También hay quienes se les acercan para contactarlos para eventos privados. Mostrar su talento en el mercado los ha llevado a tocar en lugares como el Country Club de Lima y salir en el programa de ‘Una y mil voces’ de Bartola.
—La música nos ha salvado una vez más —me dice Carlos—. Yo prefiero hacer algo que amo y no tener tanta bonanza a ser infeliz y tener mucho dinero.

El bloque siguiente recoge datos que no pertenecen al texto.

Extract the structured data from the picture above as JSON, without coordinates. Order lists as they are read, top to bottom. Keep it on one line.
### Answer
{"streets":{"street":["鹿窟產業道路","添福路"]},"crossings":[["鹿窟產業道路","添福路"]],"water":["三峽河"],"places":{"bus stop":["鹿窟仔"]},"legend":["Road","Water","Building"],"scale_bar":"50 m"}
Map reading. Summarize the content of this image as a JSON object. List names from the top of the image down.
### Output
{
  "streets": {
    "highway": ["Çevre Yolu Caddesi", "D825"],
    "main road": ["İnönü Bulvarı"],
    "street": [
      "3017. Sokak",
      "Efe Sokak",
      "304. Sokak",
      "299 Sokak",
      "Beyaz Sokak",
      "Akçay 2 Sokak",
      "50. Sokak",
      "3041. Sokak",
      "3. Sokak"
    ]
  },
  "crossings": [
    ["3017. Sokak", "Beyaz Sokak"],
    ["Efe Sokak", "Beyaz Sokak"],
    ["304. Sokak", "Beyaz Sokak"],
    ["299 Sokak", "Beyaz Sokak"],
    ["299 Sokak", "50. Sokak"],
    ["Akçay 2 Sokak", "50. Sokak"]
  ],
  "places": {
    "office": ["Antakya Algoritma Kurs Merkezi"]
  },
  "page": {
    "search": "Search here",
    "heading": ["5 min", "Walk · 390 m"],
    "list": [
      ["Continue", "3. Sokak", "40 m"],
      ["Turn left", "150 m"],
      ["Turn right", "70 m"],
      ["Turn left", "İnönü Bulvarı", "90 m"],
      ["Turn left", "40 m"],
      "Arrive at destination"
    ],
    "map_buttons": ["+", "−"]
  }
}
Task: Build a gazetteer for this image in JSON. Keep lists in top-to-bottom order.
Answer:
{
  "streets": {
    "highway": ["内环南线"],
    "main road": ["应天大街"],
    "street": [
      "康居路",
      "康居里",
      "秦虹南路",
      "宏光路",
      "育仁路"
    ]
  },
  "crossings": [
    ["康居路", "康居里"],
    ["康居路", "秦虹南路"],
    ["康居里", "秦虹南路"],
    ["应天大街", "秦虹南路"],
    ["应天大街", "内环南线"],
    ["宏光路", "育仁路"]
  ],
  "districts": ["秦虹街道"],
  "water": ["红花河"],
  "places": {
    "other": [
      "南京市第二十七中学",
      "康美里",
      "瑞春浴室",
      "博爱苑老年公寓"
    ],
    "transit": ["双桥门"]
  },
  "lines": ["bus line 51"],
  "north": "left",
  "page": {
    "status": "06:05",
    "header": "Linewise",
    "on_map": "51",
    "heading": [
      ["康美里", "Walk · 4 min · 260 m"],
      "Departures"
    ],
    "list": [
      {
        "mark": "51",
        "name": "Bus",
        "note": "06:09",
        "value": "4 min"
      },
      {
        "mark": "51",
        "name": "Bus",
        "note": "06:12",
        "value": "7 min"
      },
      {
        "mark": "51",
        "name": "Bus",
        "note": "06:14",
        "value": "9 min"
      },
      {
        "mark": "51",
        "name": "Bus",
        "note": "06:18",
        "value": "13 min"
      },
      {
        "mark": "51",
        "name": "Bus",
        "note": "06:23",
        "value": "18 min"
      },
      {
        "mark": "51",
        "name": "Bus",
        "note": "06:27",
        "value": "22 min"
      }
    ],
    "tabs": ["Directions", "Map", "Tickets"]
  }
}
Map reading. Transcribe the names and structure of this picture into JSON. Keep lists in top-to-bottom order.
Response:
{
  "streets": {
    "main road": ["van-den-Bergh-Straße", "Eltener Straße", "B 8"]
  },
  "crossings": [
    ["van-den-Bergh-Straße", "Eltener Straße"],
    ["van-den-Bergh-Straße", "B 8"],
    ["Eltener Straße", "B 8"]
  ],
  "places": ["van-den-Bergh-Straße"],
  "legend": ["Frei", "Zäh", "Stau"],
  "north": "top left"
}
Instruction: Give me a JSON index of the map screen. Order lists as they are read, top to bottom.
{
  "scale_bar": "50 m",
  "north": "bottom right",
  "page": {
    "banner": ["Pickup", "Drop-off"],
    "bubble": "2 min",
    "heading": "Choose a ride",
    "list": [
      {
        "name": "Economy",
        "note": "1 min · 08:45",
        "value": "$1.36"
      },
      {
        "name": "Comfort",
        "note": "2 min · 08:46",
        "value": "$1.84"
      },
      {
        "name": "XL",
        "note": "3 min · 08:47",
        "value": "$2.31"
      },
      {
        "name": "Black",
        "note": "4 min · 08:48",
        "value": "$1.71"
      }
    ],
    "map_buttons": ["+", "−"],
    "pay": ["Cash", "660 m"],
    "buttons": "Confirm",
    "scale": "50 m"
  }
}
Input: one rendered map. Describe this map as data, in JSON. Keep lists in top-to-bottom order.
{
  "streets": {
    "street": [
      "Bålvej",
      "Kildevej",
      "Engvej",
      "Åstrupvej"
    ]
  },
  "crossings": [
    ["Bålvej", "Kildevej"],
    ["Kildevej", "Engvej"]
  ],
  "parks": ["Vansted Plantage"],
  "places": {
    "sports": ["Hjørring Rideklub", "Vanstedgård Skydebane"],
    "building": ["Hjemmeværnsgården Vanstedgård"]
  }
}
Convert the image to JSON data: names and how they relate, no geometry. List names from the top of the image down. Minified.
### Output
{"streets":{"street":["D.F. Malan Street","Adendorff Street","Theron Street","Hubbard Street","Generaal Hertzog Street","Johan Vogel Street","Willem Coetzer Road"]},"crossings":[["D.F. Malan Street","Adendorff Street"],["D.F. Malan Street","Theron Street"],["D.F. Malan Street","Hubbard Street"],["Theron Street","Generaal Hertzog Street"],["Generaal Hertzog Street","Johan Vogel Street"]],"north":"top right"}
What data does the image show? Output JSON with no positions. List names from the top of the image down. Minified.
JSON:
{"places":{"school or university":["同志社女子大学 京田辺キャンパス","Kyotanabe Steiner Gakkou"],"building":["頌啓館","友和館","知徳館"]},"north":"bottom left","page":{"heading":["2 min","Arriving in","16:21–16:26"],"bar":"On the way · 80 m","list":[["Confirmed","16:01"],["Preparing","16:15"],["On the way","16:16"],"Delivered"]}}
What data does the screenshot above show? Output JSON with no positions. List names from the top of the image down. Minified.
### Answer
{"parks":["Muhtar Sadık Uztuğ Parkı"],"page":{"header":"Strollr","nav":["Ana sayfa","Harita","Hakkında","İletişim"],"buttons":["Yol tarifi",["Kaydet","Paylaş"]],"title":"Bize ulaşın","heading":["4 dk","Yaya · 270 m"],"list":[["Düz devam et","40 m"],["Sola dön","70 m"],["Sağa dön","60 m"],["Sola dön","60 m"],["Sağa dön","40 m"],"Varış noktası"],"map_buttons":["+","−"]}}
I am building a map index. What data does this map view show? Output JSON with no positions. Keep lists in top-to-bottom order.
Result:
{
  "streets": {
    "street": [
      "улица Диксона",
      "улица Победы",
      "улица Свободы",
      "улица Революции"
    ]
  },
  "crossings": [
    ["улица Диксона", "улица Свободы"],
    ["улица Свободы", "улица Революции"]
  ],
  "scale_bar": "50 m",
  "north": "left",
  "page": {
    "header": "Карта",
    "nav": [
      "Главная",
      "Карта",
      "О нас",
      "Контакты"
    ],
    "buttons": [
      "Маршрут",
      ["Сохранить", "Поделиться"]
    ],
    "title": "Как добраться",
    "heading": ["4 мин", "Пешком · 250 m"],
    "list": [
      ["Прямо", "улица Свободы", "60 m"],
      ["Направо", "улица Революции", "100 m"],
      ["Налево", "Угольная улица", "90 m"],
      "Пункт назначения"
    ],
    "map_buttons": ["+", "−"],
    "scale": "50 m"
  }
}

Tras terminar su última canción, guardan sus instrumentos y recogen la ganancia del día. No son solo las monedas que se acumulan en el pequeño cuenco que tienen a sus pies. Julio y Carlos también recogen el reconocimiento y el aplauso del público.
***
Ya es de noche en el mercado, pero el bullicio continúa siendo alumbrado por las luces neón de los negocios. La luz fosforescente trata de llamar la atención de las ajetreadas personas que compran alimentos, prendas de ropas o algún accesorio que hace falta en sus casas. En el cruce del Jirón Gálvez con Leoncio Prado ya se dibujan las siluetas de los nuevos cantantes y músicos que dan relevo a los personajes de esta crónica. Los recién llegados deben continuar con la misión: lograr que la ocupada y diligente multitud se detenga e ingrese al mundo donde las listas de compras se rinden ante sus melodías. Aunque sea solo por unos minutos.